With C++23 we can write things a little cleaner using std::views::zip(), for example, replacing:

rel_error = 0.0;
for (auto n = 0ul; n < y_new.size(); ++n) {
     rel_error = std::max(rel_error,
                          std::abs((y_new[n] - y_single[n]) / y_new[n]));
}

with:

rel_error = 0.0;
for (const auto [yd, ys] : std::views::zip(y_new, y_single)) {
     rel_error = std::max(rel_error, std::abs((yd - ys) / yd));
}

Some notes:

  • We use std::vector internally to store the data for the system of ODEs. We could have used std::array, but that would have required us to template the ODE class on the number of equations.

  • At each point in time, the state of the system is stored in a struct called solution.
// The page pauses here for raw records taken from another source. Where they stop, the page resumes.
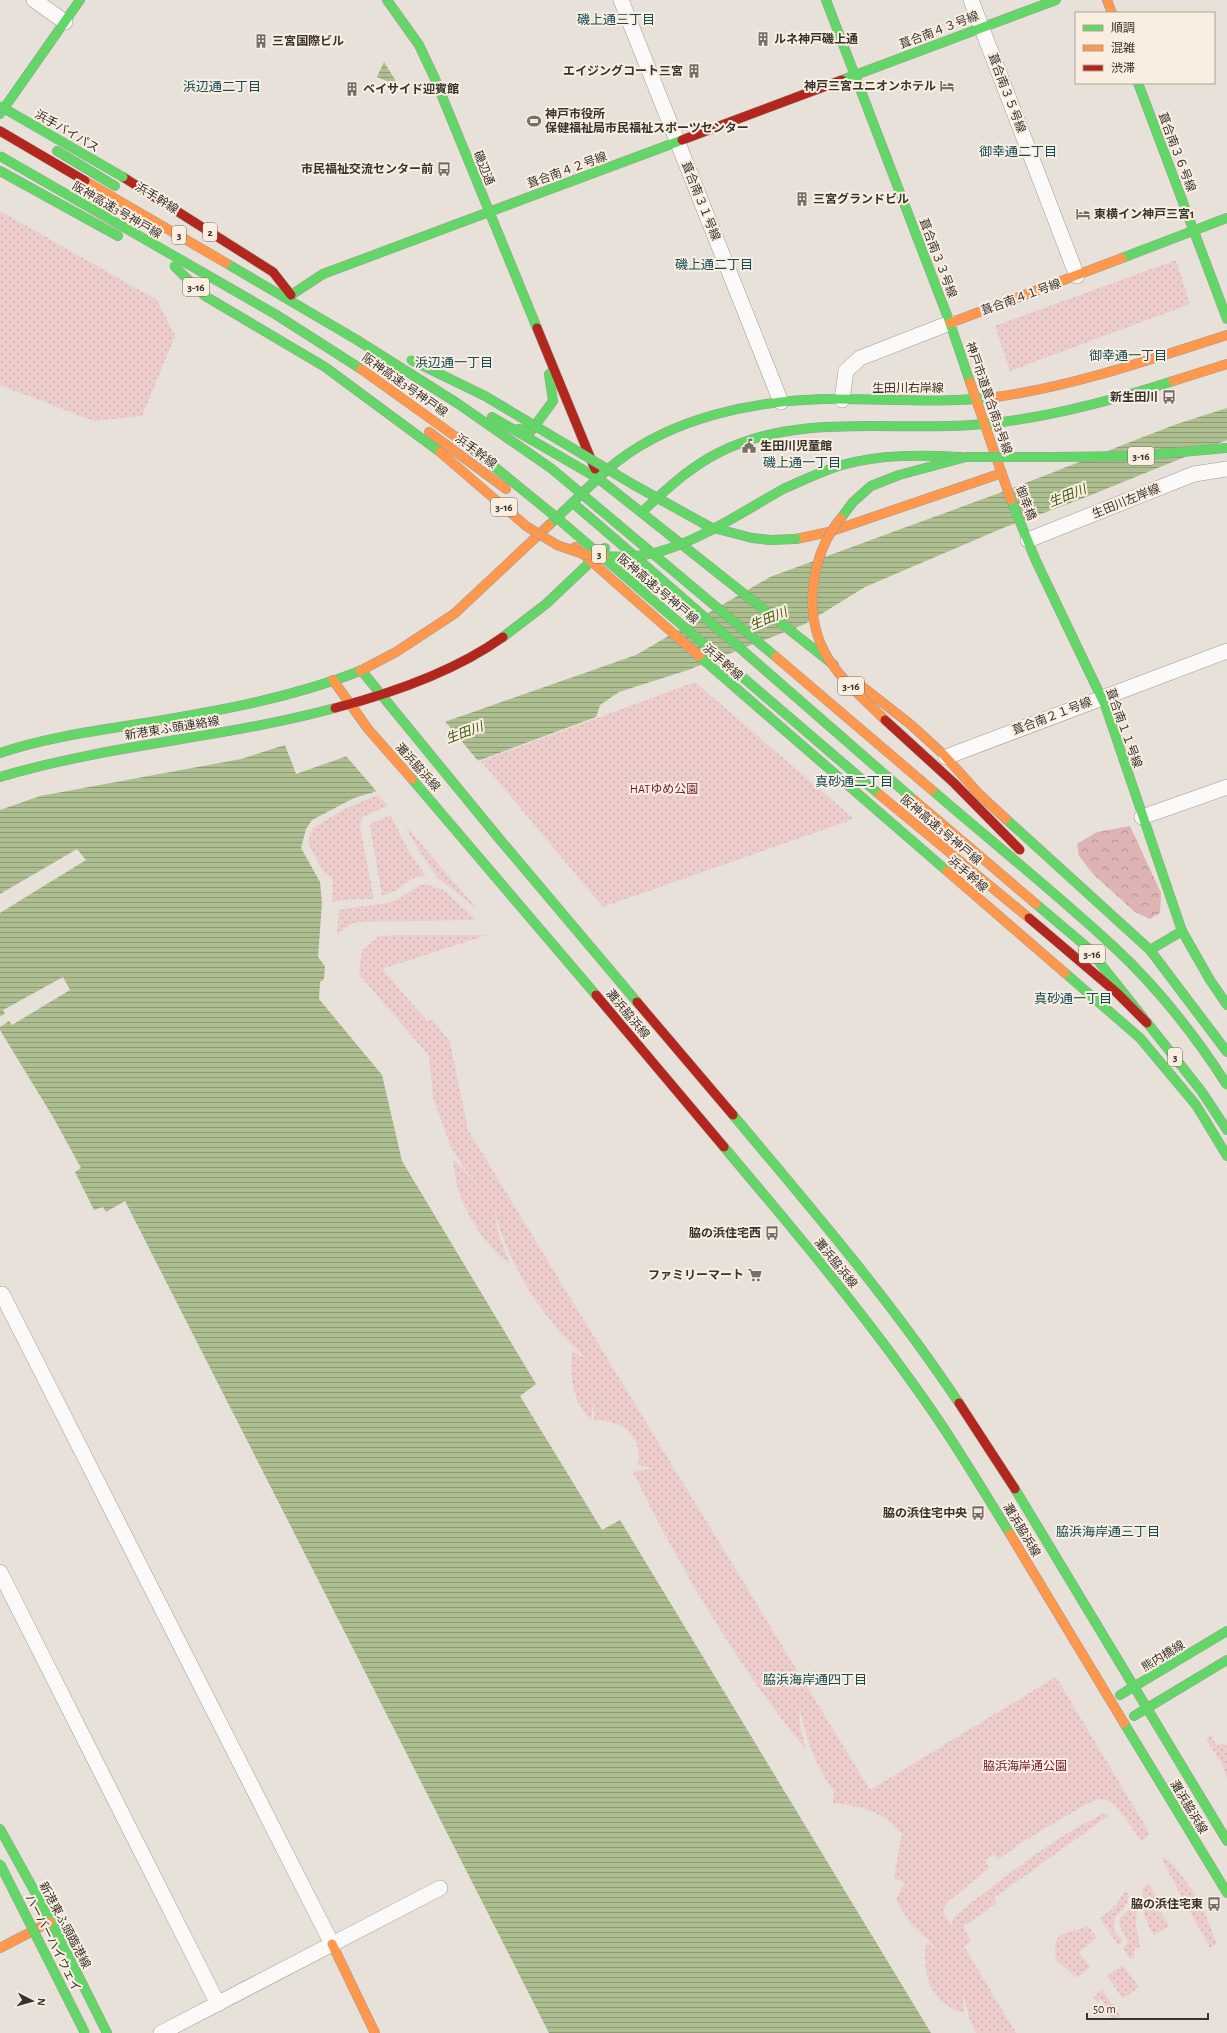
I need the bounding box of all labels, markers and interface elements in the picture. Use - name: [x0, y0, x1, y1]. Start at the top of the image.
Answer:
- street label: 葺合南４３号線: [897, 8, 980, 51]
- legend: [1075, 12, 1215, 84]
- district label: 磯上通三丁目: [577, 13, 655, 27]
- text: 順調: [1111, 22, 1135, 34]
- building icon: ルネ神戸磯上通: [755, 31, 771, 47]
- place label: ルネ神戸磯上通: [774, 32, 858, 45]
- building icon: 三宮国際ビル: [253, 33, 269, 49]
- place label: 三宮国際ビル: [272, 34, 344, 47]
- text: 混雑: [1111, 41, 1135, 54]
- street label: 葺合南３５号線: [986, 51, 1029, 134]
- text: 渋滞: [1111, 62, 1135, 74]
- building icon: エイジングコート三宮: [686, 63, 702, 79]
- place label: エイジングコート三宮: [563, 64, 683, 77]
- hotel icon: 神戸三宮ユニオンホテル: [939, 78, 955, 94]
- place label: 神戸三宮ユニオンホテル: [804, 79, 936, 92]
- district label: 浜辺通二丁目: [183, 80, 261, 94]
- building icon: ベイサイド迎賓館: [344, 81, 360, 97]
- place label: ベイサイド迎賓館: [363, 83, 459, 95]
- street label: 浜手バイパス: [33, 107, 102, 154]
- place label: 神戸市役所 保健福祉局市民福祉スポーツセンター: [545, 107, 749, 134]
- street label: 葺合南３６号線: [1156, 110, 1199, 193]
- sports icon: 神戸市役所 保健福祉局市民福祉スポーツセンター: [526, 113, 542, 129]
- district label: 御幸通二丁目: [979, 145, 1057, 159]
- street label: 磯辺通: [472, 149, 497, 187]
- street label: 葺合南４２号線: [525, 149, 609, 190]
- street label: 葺合南３１号線: [680, 159, 723, 242]
- bus stop icon: 市民福祉交流センター前: [436, 161, 452, 177]
- place label: 市民福祉交流センター前: [301, 162, 433, 175]
- street label: 阪神高速3号神戸線: [70, 179, 164, 240]
- street label: 浜手幹線: [133, 179, 181, 216]
- building icon: 三宮グランドビル: [794, 191, 810, 207]
- place label: 三宮グランドビル: [813, 192, 909, 205]
- hotel icon: 東横イン神戸三宮1: [1075, 206, 1091, 222]
- place label: 東横イン神戸三宮1: [1094, 207, 1194, 220]
- street label: 葺合南３３号線: [917, 216, 960, 299]
- road number: 2: [203, 223, 217, 241]
- road number: 3: [172, 226, 186, 244]
- district label: 磯上通二丁目: [675, 258, 753, 272]
- street label: 葺合南４１号線: [979, 276, 1063, 317]
- road number: 3-16: [183, 278, 209, 296]
- street label: 神戸市道葺合南33号線: [964, 340, 1015, 456]
- district label: 御幸通一丁目: [1089, 349, 1167, 363]
- street label: 阪神高速3号神戸線: [360, 350, 450, 419]
- district label: 浜辺通一丁目: [415, 356, 493, 370]
- street label: 生田川右岸線: [872, 381, 944, 394]
- bus stop icon: 新生田川: [1161, 389, 1177, 405]
- place label: 新生田川: [1110, 390, 1158, 403]
- street label: 浜手幹線: [453, 431, 499, 470]
- public building icon: 生田川児童館: [741, 438, 757, 454]
- place label: 生田川児童館: [760, 439, 832, 452]
- road number: 3-16: [1128, 447, 1154, 465]
- district label: 磯上通一丁目: [763, 456, 841, 470]
- water label: 生田川: [1047, 481, 1090, 510]
- street label: 生田川左岸線: [1090, 481, 1162, 520]
- street label: 御幸橋: [1014, 484, 1039, 522]
- road number: 3-16: [491, 498, 517, 516]
- road number: 3: [592, 545, 606, 563]
- street label: 阪神高速3号神戸線: [615, 551, 701, 626]
- water label: 生田川: [748, 604, 791, 633]
- street label: 浜手幹線: [701, 641, 746, 682]
- road number: 3-16: [838, 677, 864, 695]
- street label: 葺合南１１号線: [1104, 686, 1145, 770]
- street label: 葺合南２１号線: [1010, 694, 1093, 737]
- street label: 新港東ふ頭連絡線: [123, 714, 220, 741]
- water label: 生田川: [444, 719, 487, 746]
- street label: 灘浜脇浜線: [393, 740, 443, 793]
- district label: 真砂通二丁目: [815, 775, 893, 789]
- park label: HATゆめ公園: [630, 782, 698, 795]
- street label: 阪神高速3号神戸線: [898, 792, 984, 867]
- street label: 浜手幹線: [946, 853, 991, 894]
- road number: 3-16: [1079, 945, 1105, 963]
- street label: 灘浜脇浜線: [604, 987, 653, 1041]
- district label: 真砂通一丁目: [1034, 992, 1112, 1006]
- road number: 3: [1168, 1048, 1182, 1066]
- bus stop icon: 脇の浜住宅西: [764, 1225, 780, 1241]
- place label: 脇の浜住宅西: [689, 1226, 761, 1239]
- street label: 灘浜脇浜線: [812, 1235, 860, 1290]
- supermarket icon: ファミリーマート: [747, 1267, 763, 1283]
- place label: ファミリーマート: [648, 1269, 744, 1281]
- street label: 灘浜脇浜線: [1001, 1501, 1043, 1559]
- bus stop icon: 脇の浜住宅中央: [970, 1505, 986, 1521]
- place label: 脇の浜住宅中央: [883, 1506, 967, 1519]
- district label: 脇浜海岸通三丁目: [1056, 1525, 1160, 1539]
- street label: 熊内橋線: [1139, 1638, 1187, 1674]
- district label: 脇浜海岸通四丁目: [763, 1673, 867, 1687]
- park label: 脇浜海岸通公園: [983, 1759, 1067, 1772]
- street label: 灘浜脇浜線: [1168, 1778, 1210, 1836]
- street label: 新港東ふ頭臨港線: [37, 1879, 94, 1970]
- street label: ハーバーハイウェイ: [23, 1892, 83, 1994]
- bus stop icon: 脇の浜住宅東: [1206, 1896, 1222, 1912]
- place label: 脇の浜住宅東: [1131, 1897, 1203, 1910]
- north arrow: [12, 1981, 52, 2021]
- scale bar: [1087, 1995, 1208, 2021]
- text: N: [36, 1998, 47, 2006]
- text: 50 m: [1093, 2003, 1116, 2015]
There is a simple constructor that can fill the data.

    We have an overload for the stream operation, <<, that works with a solution object.

  • Our righthand side function can have one of 2 signatures:

    • A simple function of the form \(f(t, y)\):

      std::vector<double> f(double t, const std::vector<double>& y)
      
    • A version that allows for a vector of parameters, \(f(t, y, p)\):

      std::vector<double> f(double t, const std::vector<double>& y,
                            std::vector<double>& params)
      

    The second case allows us to pass a vector of parameters that the system may depend on that are not the integration variables. This is a common feature in ODE integrators.
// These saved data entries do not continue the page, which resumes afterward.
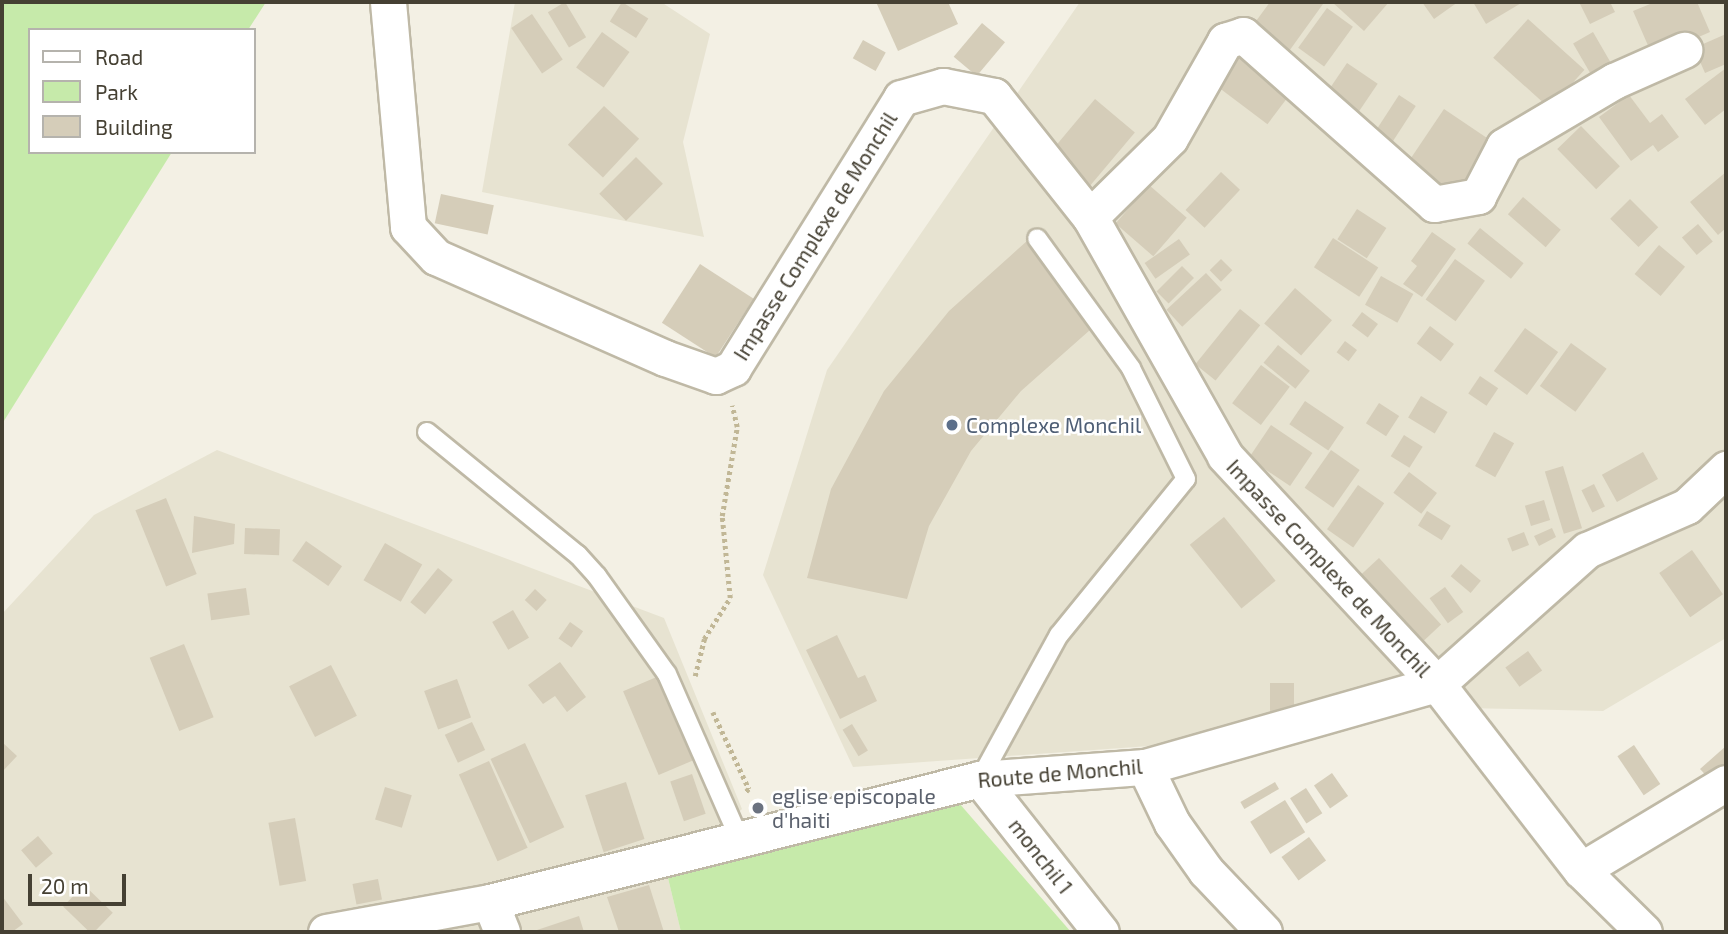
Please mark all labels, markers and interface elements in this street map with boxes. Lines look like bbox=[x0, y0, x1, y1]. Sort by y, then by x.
legend bbox=[28, 28, 256, 154]
text: Road bbox=[95, 44, 143, 69]
text: Park bbox=[95, 79, 138, 104]
street label: Impasse Complexe de Monchil bbox=[728, 107, 902, 365]
text: Building bbox=[95, 114, 173, 139]
place label: Complexe Monchil bbox=[966, 412, 1141, 438]
marker: Complexe Monchil bbox=[944, 417, 960, 433]
street label: Impasse Complexe de Monchil bbox=[1222, 454, 1436, 682]
street label: Route de Monchil bbox=[977, 753, 1143, 793]
place label: eglise episcopale d'haiti bbox=[772, 783, 936, 833]
marker: eglise episcopale d'haiti bbox=[750, 800, 766, 816]
street label: monchil 1 bbox=[1004, 813, 1078, 899]
scale bar bbox=[32, 860, 130, 904]
text: 20 m bbox=[41, 873, 89, 898]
  • We use emplace_back instead of push_back() to add a solution to our history vector. This eliminates the need to create a temporary solution object to push to the vector (likely through a move), e.g., as:

    history.push_back(solution(t, y));
    

    instead emplace_back simply passes the arguments we give it to the constructor and operates directly on the vector.

  • The ODE class manages the solution. There are 2 constructors, one for each type of righthand side function. Each takes the set of initial conditions.

The basic usage is:

std::vector<double> y0(0.0, 1.0, 2.0);
o = ODE(f, y0);
auto history = o.integrate(dt, tmax);

The integrator will take the number of equations in the system from the number of initial conditions, and it will expect that the righthand side function, f returns a vector of this length (this is asserted).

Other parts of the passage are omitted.